Segment Start: Dataset records

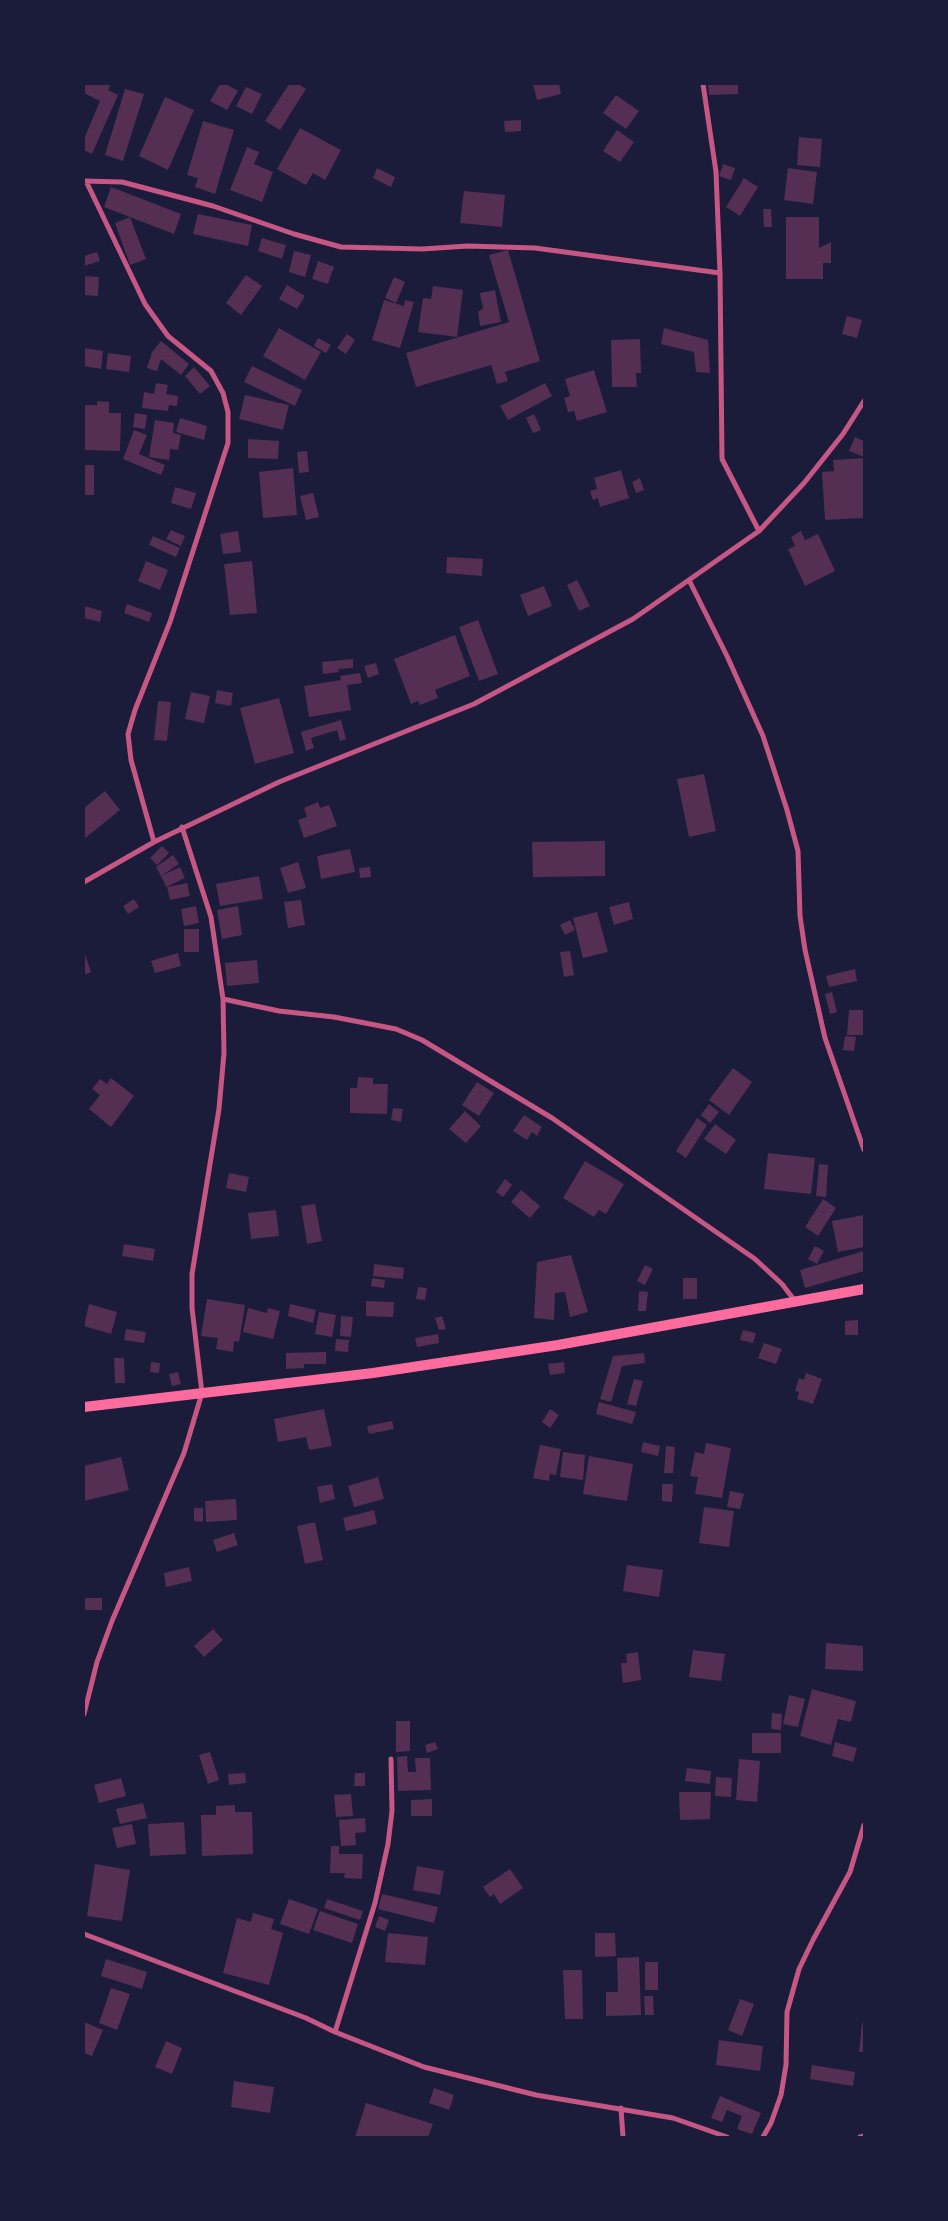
<!DOCTYPE html>
<style>
body{margin:0}
#map{position:relative;width:948px;height:2221px;overflow:hidden;background:#1b1b3a;font-family:Poppins,sans-serif}
canvas{display:block}
.frame{position:absolute;inset:0;border:85px solid #1b1b3a;pointer-events:none}
</style>
<div id="map">
<canvas width="948" height="2221"></canvas>
<div class="frame"></div>
</div>
<script>
const ctx = document.querySelector('canvas').getContext('2d');
ctx.lineJoin = 'round';
function fill(path, color) { ctx.fillStyle = color; ctx.fill(path, 'evenodd'); }
const toPath = rows => new Path2D(rows.map(r => 'M' + r).join(''));
function stroke(path, color, width, dash) { ctx.strokeStyle = color; ctx.lineWidth = width; ctx.lineCap = dash ? 'butt' : 'round'; ctx.setLineDash(dash || []); ctx.stroke(path); }
const building = toPath([
 [84,84,111,84,108,90,118,95,92,154,84,150,84,139,100,101,84,93],
 [220,84,226,84,238,91,227,110,210,101],
 [289,84,298,84,306,89,280,130,265,121],
 [533,84,559,84,561,94,537,100],
 [708,84,738,84,738,94,709,95],
 [246,87,262,94,252,114,236,106],
 [125,89,144,94,123,161,105,155],
 [616,95,639,111,626,129,603,113],
 [165,97,194,110,168,170,139,156],
 [521,120,521,131,505,132,504,121],
 [203,121,234,130,215,194,195,187,198,178,187,175],
 [300,128,341,150,325,180,313,173,306,185,277,169],
 [617,130,634,142,620,162,603,151],
 [799,137,822,139,820,167,797,165],
 [247,147,259,152,254,164,273,172,262,202,230,190],
 [723,164,735,168,731,180,719,176],
 [377,168,395,177,391,187,373,178],
 [788,168,817,172,813,204,784,200],
 [744,178,758,187,740,216,726,207],
 [111,187,181,214,174,234,104,207],
 [464,191,505,195,502,227,460,223],
 [763,209,771,209,772,227,764,227],
 [198,214,252,225,248,246,193,234],
 [130,217,146,259,130,265,115,223],
 [786,217,819,217,819,248,831,242,831,263,823,263,823,279,786,279],
 [262,238,286,245,282,259,258,251],
 [508,250,540,361,505,372,508,381,497,384,491,365,416,387,406,353,509,322,489,255],
 [294,251,311,255,305,277,289,272],
 [97,252,100,261,84,266,84,256],
 [318,261,334,267,328,284,312,279],
 [246,275,262,286,241,315,226,303],
 [84,276,99,277,98,296,84,295],
 [394,277,405,282,396,303,385,298],
 [287,285,305,296,297,309,279,299],
 [433,286,463,290,457,337,418,332,423,298,431,299],
 [495,290,501,322,480,326,478,312,483,308,480,293],
 [384,300,404,306,405,300,414,302,400,348,372,340],
 [847,316,862,320,857,338,842,334],
 [279,328,321,352,305,380,263,356],
 [664,328,708,340,710,373,696,372,694,352,661,344],
 [347,334,355,340,346,354,337,348],
 [318,338,331,345,326,353,314,346],
 [640,339,641,373,636,373,637,387,612,387,611,340],
 [161,341,189,364,181,375,161,359,157,371,147,368,152,352],
 [84,348,103,351,101,369,84,366],
 [108,353,131,356,129,372,106,369],
 [252,366,302,390,295,406,244,382],
 [194,367,210,386,200,394,185,376],
 [594,370,607,412,577,421,574,411,568,412,564,398,570,396,565,379],
 [156,383,168,385,166,394,178,396,177,406,169,405,168,411,142,408,144,392,154,394],
 [545,383,552,396,508,420,500,406],
 [245,395,289,405,283,430,239,419],
 [97,401,109,402,109,413,121,413,120,451,84,450,84,405,97,405],
 [135,413,147,415,145,429,133,427],
 [534,414,541,430,533,433,526,418],
 [180,418,207,426,204,440,176,432],
 [155,420,174,423,173,433,181,435,178,450,170,449,169,460,149,457],
 [134,430,147,435,139,454,165,465,161,475,123,459],
 [855,437,864,441,864,457,849,451],
 [248,439,279,441,278,459,248,458],
 [307,451,309,472,299,473,297,452],
 [864,458,864,518,825,520,822,472,834,471,833,460],
 [84,465,94,465,94,495,84,495],
 [293,468,297,515,263,518,259,472],
 [621,470,629,498,600,507,598,498,593,500,590,491,597,489,594,478],
 [640,478,644,490,636,493,632,482],
 [175,487,196,493,191,509,171,503],
 [313,493,319,517,306,520,300,496],
 [171,530,185,536,181,546,166,539],
 [238,531,241,552,223,554,220,534],
 [801,531,805,540,818,534,835,571,805,586,788,549,795,546,791,537],
 [153,536,180,548,176,557,149,545],
 [447,557,483,559,482,576,446,573],
 [146,561,168,570,160,590,138,581],
 [252,561,257,613,230,615,224,564],
 [577,580,590,606,579,611,567,585],
 [544,586,552,606,528,616,520,595],
 [127,604,152,613,149,622,124,613],
 [84,606,102,611,100,622,84,618],
 [478,620,498,674,479,681,459,627],
 [455,635,470,676,435,690,438,698,420,705,418,701,411,704,394,659],
 [353,659,353,668,338,669,339,672,323,674,322,662],
 [376,663,379,674,368,678,364,666],
 [360,673,362,683,347,685,351,710,309,717,304,686,341,680,340,676],
 [217,690,233,693,231,706,215,703],
 [191,692,210,696,204,723,185,719],
 [279,698,294,753,255,764,240,708],
 [158,701,171,702,167,741,154,740],
 [341,720,346,739,340,741,337,730,311,738,314,748,306,751,301,732],
 [704,774,716,831,689,837,677,779],
 [105,791,120,810,84,839,84,808],
 [318,802,320,808,329,805,337,826,304,838,298,820,307,817,304,808],
 [605,841,605,876,533,877,532,842],
 [162,846,169,853,157,865,150,858],
 [350,849,355,872,321,879,317,856],
 [173,855,179,864,161,876,156,867],
 [298,862,306,888,288,893,280,868],
 [180,867,185,878,166,887,161,876],
 [370,867,371,877,360,878,359,868],
 [259,876,263,899,220,906,216,884],
 [187,883,190,896,170,900,167,887],
 [134,899,139,907,128,914,123,906],
 [301,900,305,925,288,928,284,902],
 [629,902,633,919,614,925,609,907],
 [196,906,199,923,184,926,181,909],
 [238,906,242,935,222,939,217,910],
 [597,912,608,952,583,958,573,918],
 [570,920,575,930,565,935,560,925],
 [184,929,199,929,199,952,184,952],
 [84,951,91,972,84,975],
 [570,951,574,975,564,977,560,952],
 [178,953,181,966,155,973,151,961],
 [257,960,259,983,227,986,225,963],
 [855,969,857,981,829,987,826,976],
 [832,992,837,1012,830,1014,825,994],
 [849,1010,864,1010,864,1035,847,1035],
 [845,1036,856,1037,854,1051,843,1050],
 [733,1068,752,1082,729,1115,709,1100],
 [358,1077,373,1078,373,1084,388,1084,387,1114,350,1113,350,1088,357,1088],
 [111,1078,134,1096,111,1127,89,1109,100,1095,92,1089,100,1079,107,1084],
 [477,1082,494,1093,479,1116,462,1105],
 [709,1104,719,1112,710,1123,701,1115],
 [393,1108,403,1109,401,1122,391,1120],
 [465,1111,481,1126,466,1143,449,1129],
 [524,1115,542,1127,537,1136,532,1132,527,1140,513,1131],
 [697,1118,707,1125,686,1158,676,1151],
 [715,1124,736,1140,726,1154,704,1139],
 [768,1153,815,1158,811,1194,764,1189],
 [585,1161,624,1184,606,1214,599,1210,594,1217,563,1198],
 [819,1164,828,1165,826,1197,816,1196],
 [229,1173,249,1177,246,1192,226,1188],
 [505,1179,512,1185,503,1197,496,1192],
 [521,1190,540,1206,530,1218,511,1202],
 [823,1199,836,1208,818,1236,805,1227],
 [315,1204,322,1241,307,1244,301,1206],
 [276,1210,279,1236,251,1239,248,1213],
 [864,1215,864,1247,838,1252,832,1221],
 [124,1244,155,1249,153,1261,122,1256],
 [815,1246,824,1251,817,1264,808,1259],
 [864,1251,864,1271,805,1288,800,1270],
 [571,1255,588,1312,570,1317,565,1292,555,1293,554,1320,534,1318,537,1262],
 [374,1264,404,1268,403,1279,373,1276],
 [645,1265,653,1269,645,1285,637,1281],
 [372,1278,385,1280,384,1288,371,1286],
 [683,1278,697,1278,697,1299,683,1299],
 [418,1287,427,1288,425,1300,416,1299],
 [639,1291,648,1292,646,1311,638,1311],
 [207,1299,245,1305,239,1342,234,1341,233,1352,216,1349,218,1338,201,1336],
 [366,1301,394,1302,393,1317,366,1316],
 [89,1304,117,1312,111,1334,84,1326],
 [290,1304,316,1310,313,1323,288,1316],
 [248,1308,267,1313,268,1308,280,1311,273,1339,243,1332],
 [319,1312,336,1315,332,1337,315,1334],
 [341,1316,353,1317,351,1337,340,1336],
 [442,1316,446,1329,439,1330,435,1318],
 [858,1320,858,1335,845,1335,845,1321],
 [126,1329,146,1332,144,1343,124,1340],
 [743,1330,756,1333,753,1343,740,1340],
 [438,1334,439,1343,417,1347,415,1338],
 [336,1339,349,1340,348,1352,335,1351],
 [764,1343,782,1349,776,1364,758,1358],
 [326,1352,326,1364,304,1364,304,1368,286,1369,286,1353],
 [644,1353,645,1363,622,1366,611,1402,600,1399,613,1356],
 [114,1358,124,1358,125,1383,115,1383],
 [151,1362,160,1363,159,1373,150,1372],
 [564,1362,565,1373,550,1375,548,1364],
 [178,1372,181,1384,172,1386,169,1374],
 [806,1373,822,1379,813,1404,797,1399,799,1392,795,1391,799,1378,804,1380],
 [634,1379,643,1381,636,1406,627,1404],
 [599,1402,636,1412,632,1424,596,1414],
 [324,1409,332,1446,309,1450,306,1437,278,1442,274,1419],
 [550,1409,559,1415,550,1428,542,1422],
 [392,1421,394,1429,369,1434,367,1426],
 [643,1442,660,1446,658,1456,641,1452],
 [706,1443,731,1448,722,1498,695,1494,698,1477,690,1476,695,1452,704,1454],
 [540,1445,561,1449,556,1475,550,1474,549,1481,533,1478],
 [666,1446,675,1447,673,1473,664,1473],
 [563,1452,585,1455,583,1480,560,1477],
 [589,1456,633,1464,627,1501,583,1494],
 [121,1457,129,1490,84,1501,84,1466],
 [378,1477,384,1499,354,1507,348,1486],
 [332,1484,335,1499,320,1503,317,1487],
 [662,1484,673,1484,672,1502,662,1501],
 [730,1491,744,1494,740,1509,727,1507],
 [236,1499,237,1520,206,1522,205,1501],
 [704,1507,734,1511,729,1547,699,1543],
 [194,1508,203,1508,203,1522,194,1521],
 [374,1510,377,1524,346,1531,343,1518],
 [315,1522,323,1560,305,1564,297,1526],
 [234,1533,238,1545,217,1552,213,1540],
 [627,1565,663,1570,659,1597,623,1591],
 [189,1567,192,1581,166,1587,164,1573],
 [84,1598,102,1598,102,1610,84,1610],
 [213,1629,223,1640,204,1657,194,1646],
 [826,1643,864,1646,863,1671,825,1669],
 [693,1650,725,1654,721,1681,689,1677],
 [638,1652,641,1680,623,1683,621,1663,627,1663,626,1654],
 [812,1689,856,1701,851,1722,838,1719,831,1745,800,1736],
 [789,1695,805,1699,798,1727,783,1724],
 [772,1713,782,1714,781,1730,771,1729],
 [396,1721,410,1721,410,1751,396,1752],
 [752,1733,781,1733,781,1753,752,1753],
 [435,1742,438,1749,427,1753,425,1745],
 [835,1742,857,1748,853,1762,832,1756],
 [210,1752,219,1780,208,1784,199,1755],
 [407,1756,408,1772,416,1772,415,1758,430,1758,431,1790,398,1791,397,1757],
 [739,1759,760,1761,757,1802,736,1800],
 [687,1768,711,1771,710,1784,685,1781],
 [245,1773,246,1783,229,1785,228,1774],
 [355,1773,365,1773,365,1786,354,1786],
 [716,1777,732,1778,731,1797,715,1796],
 [121,1778,126,1796,99,1803,94,1785],
 [679,1792,711,1792,710,1819,680,1820],
 [351,1794,353,1816,336,1817,334,1795],
 [432,1799,432,1816,411,1816,411,1800],
 [143,1803,147,1818,120,1824,116,1809],
 [235,1805,235,1812,252,1812,253,1854,202,1856,201,1815,216,1815,216,1806],
 [365,1818,366,1832,355,1833,356,1845,341,1846,339,1820],
 [184,1822,186,1854,150,1856,148,1824],
 [132,1824,136,1844,117,1848,112,1828],
 [331,1846,339,1846,339,1854,363,1854,362,1879,344,1878,345,1873,330,1873],
 [95,1864,130,1870,122,1921,87,1916],
 [417,1866,444,1871,440,1895,413,1890],
 [510,1869,523,1888,500,1904,494,1894,490,1897,483,1887],
 [382,1894,438,1907,434,1923,378,1909],
 [289,1899,318,1909,309,1934,280,1924],
 [327,1899,363,1911,360,1920,324,1908],
 [320,1911,358,1924,352,1943,313,1930],
 [253,1913,274,1919,271,1929,283,1933,269,1985,223,1973,237,1918,251,1922],
 [379,1916,389,1920,385,1931,375,1927],
 [388,1933,428,1937,425,1965,385,1962],
 [595,1933,615,1933,616,1956,595,1957],
 [639,1957,641,2015,606,2016,606,1992,618,1992,617,1958],
 [106,1959,147,1972,142,1989,101,1976],
 [645,1962,658,1962,658,1990,645,1990],
 [563,1970,582,1970,583,2019,565,2019],
 [111,1988,130,1994,117,2030,99,2023],
 [644,1996,653,1996,654,2015,645,2015],
 [740,1999,754,2004,742,2036,728,2030],
 [84,2022,103,2030,92,2056,84,2053],
 [862,2023,864,2023,864,2052,859,2052],
 [719,2040,763,2046,760,2071,716,2065],
 [166,2041,182,2048,172,2074,155,2067],
 [812,2065,855,2072,853,2086,810,2079],
 [234,2081,274,2087,270,2113,231,2107],
 [434,2088,454,2095,449,2110,429,2103],
 [720,2096,761,2113,752,2134,737,2129,742,2116,727,2110,722,2122,711,2118],
 [366,2103,433,2124,428,2137,355,2137]
]);
const minor = toPath([
 [703,84,716,172,720,273,722,459,759,531],
 [84,181,122,182,213,206,294,234,341,247,422,249,468,246,535,248,720,273],
 [86,181,145,304,168,336,211,371,223,393,228,412,228,443,170,622,135,710,128,734,131,760,154,842],
 [689,580,727,656,763,736,787,810,798,851,800,916,805,950,825,1038,864,1150],
 [84,882,154,842,279,782,474,704,633,619,759,531,804,483,843,434,864,401],
 [223,999,279,1011,334,1017,396,1029,422,1040,552,1118,755,1259,782,1284,795,1301],
 [84,1714,97,1662,112,1621,184,1453,202,1393,192,1308,192,1274,219,1109,224,1053,223,999,211,917,182,827],
 [84,1934,306,2018,335,2032,424,2067,536,2095,673,2118,727,2137],
 [335,2032,375,1903,388,1844,392,1811,391,1759],
 [621,2108,623,2137],
 [763,2137,771,2123,781,2095,786,2065,787,2012,799,1969,813,1940,850,1872,864,1825],
 [860,2137,864,2136]
]);
const secondary = toPath([
 [84,1407,373,1373,558,1345,864,1289]
]);
fill(building, '#542f53');
stroke(minor, '#c65784', 5);
stroke(secondary, '#ff6b9d', 10);
</script>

Segment End: Dataset records

▸ **What the exercise asks**
Please report the number of lines in the data that include the word "position", and add no other text.

▸ **Exercise response**
2